Gillian Prinzing (she/her) joined the Epilepsy Genetics Program in July of 2022. She provides genetic counseling to families in the the Neurogenetics Program and Epilepsy Genetics Program clinics. Gillian received her BS in Biological Sciences from Cornell University and her MS in Genetic Counseling from Boston University.

Mariela joined the Epilepsy Genetics Program as a Bilingual Clinical Research Assistant in June of 2023. At Boston Children’s Hospital, she consents and informs families on the variety of research opportunities they and their children are eligible for. She recently graduated from Williams College in 2023 where she received her B.A in Chemistry with Honors and Public Health. In the future, Mariela will pursue an MD and a Master of Public Health in the aim of increasing equity and access to resources.

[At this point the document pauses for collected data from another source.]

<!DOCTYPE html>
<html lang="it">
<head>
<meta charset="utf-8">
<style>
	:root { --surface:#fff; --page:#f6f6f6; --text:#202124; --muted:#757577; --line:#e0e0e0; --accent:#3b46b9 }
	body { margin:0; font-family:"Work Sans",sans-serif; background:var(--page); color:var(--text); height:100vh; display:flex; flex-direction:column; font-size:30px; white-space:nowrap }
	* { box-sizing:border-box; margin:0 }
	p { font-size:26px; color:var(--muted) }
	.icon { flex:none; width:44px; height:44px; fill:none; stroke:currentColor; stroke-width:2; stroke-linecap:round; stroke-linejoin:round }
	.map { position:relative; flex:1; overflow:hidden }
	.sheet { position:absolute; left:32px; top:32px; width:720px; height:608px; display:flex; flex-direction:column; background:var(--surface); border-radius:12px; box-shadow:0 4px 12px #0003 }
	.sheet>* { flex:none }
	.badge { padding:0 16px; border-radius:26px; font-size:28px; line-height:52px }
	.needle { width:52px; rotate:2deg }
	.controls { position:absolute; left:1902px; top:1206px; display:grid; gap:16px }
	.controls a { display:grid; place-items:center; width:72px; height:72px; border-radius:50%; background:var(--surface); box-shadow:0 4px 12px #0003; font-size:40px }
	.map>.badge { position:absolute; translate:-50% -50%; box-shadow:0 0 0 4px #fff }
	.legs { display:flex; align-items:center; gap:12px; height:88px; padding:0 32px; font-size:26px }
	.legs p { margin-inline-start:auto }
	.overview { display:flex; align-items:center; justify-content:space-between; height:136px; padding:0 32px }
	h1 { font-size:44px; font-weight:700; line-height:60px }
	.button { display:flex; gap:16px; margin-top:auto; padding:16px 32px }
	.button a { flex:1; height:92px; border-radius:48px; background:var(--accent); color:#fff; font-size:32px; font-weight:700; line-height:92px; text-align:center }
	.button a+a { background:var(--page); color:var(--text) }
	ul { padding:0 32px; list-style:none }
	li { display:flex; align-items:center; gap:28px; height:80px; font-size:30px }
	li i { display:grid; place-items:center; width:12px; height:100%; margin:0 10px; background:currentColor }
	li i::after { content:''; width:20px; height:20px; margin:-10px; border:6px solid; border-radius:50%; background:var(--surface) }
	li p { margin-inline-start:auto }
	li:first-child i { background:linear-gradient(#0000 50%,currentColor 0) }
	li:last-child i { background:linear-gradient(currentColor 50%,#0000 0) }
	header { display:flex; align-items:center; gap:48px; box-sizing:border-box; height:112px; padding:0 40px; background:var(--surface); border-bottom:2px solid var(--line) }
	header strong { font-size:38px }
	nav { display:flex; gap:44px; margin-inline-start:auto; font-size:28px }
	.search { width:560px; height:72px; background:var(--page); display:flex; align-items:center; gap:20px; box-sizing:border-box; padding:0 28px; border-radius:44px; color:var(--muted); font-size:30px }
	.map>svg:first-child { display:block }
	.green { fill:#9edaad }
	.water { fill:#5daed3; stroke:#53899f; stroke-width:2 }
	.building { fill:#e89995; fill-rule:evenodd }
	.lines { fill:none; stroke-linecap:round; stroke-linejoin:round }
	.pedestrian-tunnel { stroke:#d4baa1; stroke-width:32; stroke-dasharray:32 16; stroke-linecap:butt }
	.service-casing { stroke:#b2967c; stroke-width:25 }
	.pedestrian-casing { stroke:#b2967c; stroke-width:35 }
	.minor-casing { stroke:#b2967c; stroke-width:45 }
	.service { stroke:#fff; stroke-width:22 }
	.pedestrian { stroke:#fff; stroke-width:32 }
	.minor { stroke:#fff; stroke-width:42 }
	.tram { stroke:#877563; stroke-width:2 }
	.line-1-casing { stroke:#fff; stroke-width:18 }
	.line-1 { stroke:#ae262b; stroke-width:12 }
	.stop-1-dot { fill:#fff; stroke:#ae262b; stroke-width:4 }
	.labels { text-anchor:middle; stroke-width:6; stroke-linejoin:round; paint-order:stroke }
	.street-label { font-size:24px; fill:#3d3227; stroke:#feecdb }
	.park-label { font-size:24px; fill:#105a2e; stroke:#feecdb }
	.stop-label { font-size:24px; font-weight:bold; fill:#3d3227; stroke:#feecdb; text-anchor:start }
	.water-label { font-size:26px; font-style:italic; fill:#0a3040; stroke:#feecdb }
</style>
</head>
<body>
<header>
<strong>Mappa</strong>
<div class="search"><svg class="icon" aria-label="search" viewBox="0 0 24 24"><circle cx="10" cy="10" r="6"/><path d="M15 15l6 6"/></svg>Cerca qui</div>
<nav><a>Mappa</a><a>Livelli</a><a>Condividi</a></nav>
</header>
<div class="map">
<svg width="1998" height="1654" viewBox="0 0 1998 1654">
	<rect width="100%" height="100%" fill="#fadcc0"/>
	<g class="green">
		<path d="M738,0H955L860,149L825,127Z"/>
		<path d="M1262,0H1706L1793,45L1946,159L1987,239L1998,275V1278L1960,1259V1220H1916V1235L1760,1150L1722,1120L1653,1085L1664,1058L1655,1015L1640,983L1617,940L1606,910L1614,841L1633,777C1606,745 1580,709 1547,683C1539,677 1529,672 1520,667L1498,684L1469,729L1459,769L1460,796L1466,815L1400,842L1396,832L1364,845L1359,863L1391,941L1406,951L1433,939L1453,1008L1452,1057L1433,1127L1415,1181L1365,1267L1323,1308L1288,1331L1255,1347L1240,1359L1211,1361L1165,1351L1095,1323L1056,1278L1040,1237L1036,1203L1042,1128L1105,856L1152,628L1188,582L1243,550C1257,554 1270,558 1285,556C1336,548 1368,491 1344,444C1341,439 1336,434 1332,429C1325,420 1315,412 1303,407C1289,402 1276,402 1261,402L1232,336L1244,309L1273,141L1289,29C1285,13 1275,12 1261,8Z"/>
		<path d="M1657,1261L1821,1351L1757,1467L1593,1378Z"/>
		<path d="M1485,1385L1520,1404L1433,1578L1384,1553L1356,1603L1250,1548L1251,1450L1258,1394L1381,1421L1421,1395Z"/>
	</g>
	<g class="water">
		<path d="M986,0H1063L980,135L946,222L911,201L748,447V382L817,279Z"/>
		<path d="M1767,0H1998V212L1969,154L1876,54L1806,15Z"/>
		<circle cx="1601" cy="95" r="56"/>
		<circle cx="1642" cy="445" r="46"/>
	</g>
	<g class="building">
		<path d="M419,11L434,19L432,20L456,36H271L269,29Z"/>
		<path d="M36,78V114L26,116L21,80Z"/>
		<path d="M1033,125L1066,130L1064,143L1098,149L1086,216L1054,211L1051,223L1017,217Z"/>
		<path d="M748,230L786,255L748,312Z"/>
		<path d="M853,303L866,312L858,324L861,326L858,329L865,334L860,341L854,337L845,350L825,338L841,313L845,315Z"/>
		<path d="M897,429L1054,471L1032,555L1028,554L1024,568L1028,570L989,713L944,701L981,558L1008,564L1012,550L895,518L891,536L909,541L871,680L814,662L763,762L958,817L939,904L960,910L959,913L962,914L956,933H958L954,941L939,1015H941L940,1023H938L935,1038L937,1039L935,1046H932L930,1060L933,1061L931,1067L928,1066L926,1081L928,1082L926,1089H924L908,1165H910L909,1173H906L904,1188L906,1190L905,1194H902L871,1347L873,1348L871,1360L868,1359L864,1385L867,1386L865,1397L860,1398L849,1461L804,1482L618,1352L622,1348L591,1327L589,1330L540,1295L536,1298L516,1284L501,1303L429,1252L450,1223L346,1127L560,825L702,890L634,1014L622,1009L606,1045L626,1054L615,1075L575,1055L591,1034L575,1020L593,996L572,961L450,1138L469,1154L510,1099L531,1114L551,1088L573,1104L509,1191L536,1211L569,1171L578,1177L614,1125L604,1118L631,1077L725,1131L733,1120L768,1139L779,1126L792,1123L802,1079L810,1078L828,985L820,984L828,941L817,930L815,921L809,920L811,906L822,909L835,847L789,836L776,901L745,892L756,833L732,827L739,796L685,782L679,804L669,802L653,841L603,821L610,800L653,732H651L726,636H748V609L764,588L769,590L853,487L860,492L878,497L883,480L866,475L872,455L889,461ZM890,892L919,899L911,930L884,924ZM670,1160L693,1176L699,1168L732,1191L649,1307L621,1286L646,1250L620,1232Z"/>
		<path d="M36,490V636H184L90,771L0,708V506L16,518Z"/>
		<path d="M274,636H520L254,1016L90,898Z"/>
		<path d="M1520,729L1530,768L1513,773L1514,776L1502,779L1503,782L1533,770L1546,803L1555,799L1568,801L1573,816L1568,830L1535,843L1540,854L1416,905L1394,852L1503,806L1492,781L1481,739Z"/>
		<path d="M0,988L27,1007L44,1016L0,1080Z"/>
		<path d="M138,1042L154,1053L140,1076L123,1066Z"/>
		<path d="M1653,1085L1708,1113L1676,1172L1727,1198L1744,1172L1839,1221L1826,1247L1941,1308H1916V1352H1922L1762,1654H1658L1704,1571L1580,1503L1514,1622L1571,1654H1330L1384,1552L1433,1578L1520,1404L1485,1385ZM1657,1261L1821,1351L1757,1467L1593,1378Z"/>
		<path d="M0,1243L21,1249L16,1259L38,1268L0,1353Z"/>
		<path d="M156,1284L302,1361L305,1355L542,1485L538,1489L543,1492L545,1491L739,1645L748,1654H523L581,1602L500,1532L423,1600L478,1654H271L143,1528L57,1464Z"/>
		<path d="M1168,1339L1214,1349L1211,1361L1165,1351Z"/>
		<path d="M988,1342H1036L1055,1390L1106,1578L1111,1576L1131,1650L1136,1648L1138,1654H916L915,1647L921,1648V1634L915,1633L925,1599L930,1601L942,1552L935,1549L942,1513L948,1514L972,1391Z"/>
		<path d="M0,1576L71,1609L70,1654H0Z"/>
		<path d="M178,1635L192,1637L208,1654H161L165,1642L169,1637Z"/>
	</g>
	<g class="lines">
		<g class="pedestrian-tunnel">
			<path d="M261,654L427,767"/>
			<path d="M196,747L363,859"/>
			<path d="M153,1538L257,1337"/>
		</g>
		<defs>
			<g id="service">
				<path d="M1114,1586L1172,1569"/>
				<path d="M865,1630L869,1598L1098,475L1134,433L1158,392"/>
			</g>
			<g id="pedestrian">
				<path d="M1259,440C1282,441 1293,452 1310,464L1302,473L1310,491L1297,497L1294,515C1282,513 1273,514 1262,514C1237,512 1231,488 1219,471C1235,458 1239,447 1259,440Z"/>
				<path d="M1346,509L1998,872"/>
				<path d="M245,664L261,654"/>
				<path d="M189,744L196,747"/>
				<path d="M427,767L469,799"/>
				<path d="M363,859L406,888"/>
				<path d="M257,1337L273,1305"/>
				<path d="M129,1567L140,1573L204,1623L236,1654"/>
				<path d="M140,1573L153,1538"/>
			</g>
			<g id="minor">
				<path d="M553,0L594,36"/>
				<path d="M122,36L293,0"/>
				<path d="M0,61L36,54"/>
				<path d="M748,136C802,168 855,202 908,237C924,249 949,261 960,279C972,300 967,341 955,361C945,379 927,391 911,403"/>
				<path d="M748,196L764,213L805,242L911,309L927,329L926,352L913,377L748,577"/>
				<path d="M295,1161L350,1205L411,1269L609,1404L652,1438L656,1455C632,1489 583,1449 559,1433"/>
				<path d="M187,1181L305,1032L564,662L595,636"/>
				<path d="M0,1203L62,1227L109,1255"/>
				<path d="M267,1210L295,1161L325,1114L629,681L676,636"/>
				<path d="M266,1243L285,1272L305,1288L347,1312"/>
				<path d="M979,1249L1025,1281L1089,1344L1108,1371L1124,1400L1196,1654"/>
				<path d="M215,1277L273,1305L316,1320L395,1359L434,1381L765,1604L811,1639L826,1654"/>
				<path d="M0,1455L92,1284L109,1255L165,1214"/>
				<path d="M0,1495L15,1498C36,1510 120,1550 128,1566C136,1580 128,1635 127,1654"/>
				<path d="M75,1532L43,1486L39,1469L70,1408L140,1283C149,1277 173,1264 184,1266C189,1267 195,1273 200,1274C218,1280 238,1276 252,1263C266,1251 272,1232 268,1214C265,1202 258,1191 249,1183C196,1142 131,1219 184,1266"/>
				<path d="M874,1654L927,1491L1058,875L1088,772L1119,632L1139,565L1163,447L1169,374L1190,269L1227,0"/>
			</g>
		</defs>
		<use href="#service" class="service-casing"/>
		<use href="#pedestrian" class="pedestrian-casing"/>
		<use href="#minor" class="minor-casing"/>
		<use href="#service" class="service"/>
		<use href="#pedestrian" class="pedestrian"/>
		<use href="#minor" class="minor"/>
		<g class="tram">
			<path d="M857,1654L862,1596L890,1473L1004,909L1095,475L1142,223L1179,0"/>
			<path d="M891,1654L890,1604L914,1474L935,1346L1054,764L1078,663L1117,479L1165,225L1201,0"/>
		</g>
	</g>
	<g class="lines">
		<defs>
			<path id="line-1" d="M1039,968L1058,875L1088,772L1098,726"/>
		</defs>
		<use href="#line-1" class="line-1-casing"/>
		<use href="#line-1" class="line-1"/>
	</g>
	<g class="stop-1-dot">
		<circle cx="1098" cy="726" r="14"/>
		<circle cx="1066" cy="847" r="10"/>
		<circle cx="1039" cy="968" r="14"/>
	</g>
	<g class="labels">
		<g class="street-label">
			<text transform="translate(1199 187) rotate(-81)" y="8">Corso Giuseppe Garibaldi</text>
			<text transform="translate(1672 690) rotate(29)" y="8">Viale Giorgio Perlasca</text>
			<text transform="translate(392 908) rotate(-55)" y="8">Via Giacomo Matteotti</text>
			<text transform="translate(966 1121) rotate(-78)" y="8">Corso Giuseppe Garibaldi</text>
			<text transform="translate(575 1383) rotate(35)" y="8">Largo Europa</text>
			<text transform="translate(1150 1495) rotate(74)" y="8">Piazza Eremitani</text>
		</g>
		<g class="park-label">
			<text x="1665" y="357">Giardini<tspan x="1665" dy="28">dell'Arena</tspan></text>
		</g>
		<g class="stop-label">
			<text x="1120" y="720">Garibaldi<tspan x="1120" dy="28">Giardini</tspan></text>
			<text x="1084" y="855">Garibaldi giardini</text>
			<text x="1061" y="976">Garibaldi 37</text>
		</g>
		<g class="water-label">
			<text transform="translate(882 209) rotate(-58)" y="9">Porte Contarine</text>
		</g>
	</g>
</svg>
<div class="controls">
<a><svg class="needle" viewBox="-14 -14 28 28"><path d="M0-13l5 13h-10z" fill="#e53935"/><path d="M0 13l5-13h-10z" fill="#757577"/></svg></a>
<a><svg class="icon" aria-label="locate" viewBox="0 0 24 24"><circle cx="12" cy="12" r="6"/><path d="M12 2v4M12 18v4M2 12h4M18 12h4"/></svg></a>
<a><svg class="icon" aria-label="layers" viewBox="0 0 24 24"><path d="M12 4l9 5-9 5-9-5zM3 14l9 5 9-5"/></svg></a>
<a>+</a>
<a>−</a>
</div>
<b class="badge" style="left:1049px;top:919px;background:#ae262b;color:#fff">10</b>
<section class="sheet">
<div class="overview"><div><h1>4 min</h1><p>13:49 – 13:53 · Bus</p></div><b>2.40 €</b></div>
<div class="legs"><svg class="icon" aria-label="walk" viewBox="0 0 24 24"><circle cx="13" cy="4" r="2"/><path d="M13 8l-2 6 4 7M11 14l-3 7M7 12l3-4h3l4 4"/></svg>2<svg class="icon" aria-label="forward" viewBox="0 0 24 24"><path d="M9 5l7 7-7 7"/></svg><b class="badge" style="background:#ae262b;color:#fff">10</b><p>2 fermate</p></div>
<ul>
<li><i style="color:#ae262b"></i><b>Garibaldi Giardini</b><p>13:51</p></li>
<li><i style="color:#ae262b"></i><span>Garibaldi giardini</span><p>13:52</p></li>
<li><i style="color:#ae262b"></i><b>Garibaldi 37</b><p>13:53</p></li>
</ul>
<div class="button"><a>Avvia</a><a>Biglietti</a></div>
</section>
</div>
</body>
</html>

Maya joined the Poduri lab and Epilepsy Genetics Program in June 2023. She is currently recruiting and enrolling families into research studies, including the CACNA1A registry. Maya graduated from Wellesley College in 2023 with a BA in Biological Sciences and a minor in Psychology. She is a New Hampshire native and has worked extensively with people with disabilities. Maya is thrilled to be working closely with genetic counselors and, in the future, hopes to become a genetic counselor herself.

Anastasia joined the Epilepsy Genetics Program in September of 2022 as our program coordinator. She manages the clinical program and is the primary point person, both for referrals and for communicating with families about intake information. Anastasia was born in a city of Almaty in Kazakhstan. She received her B.S in Management and Psychology minor from Bridgewater State University in 2021. Anastasia aspires to get her Master’s in Administration.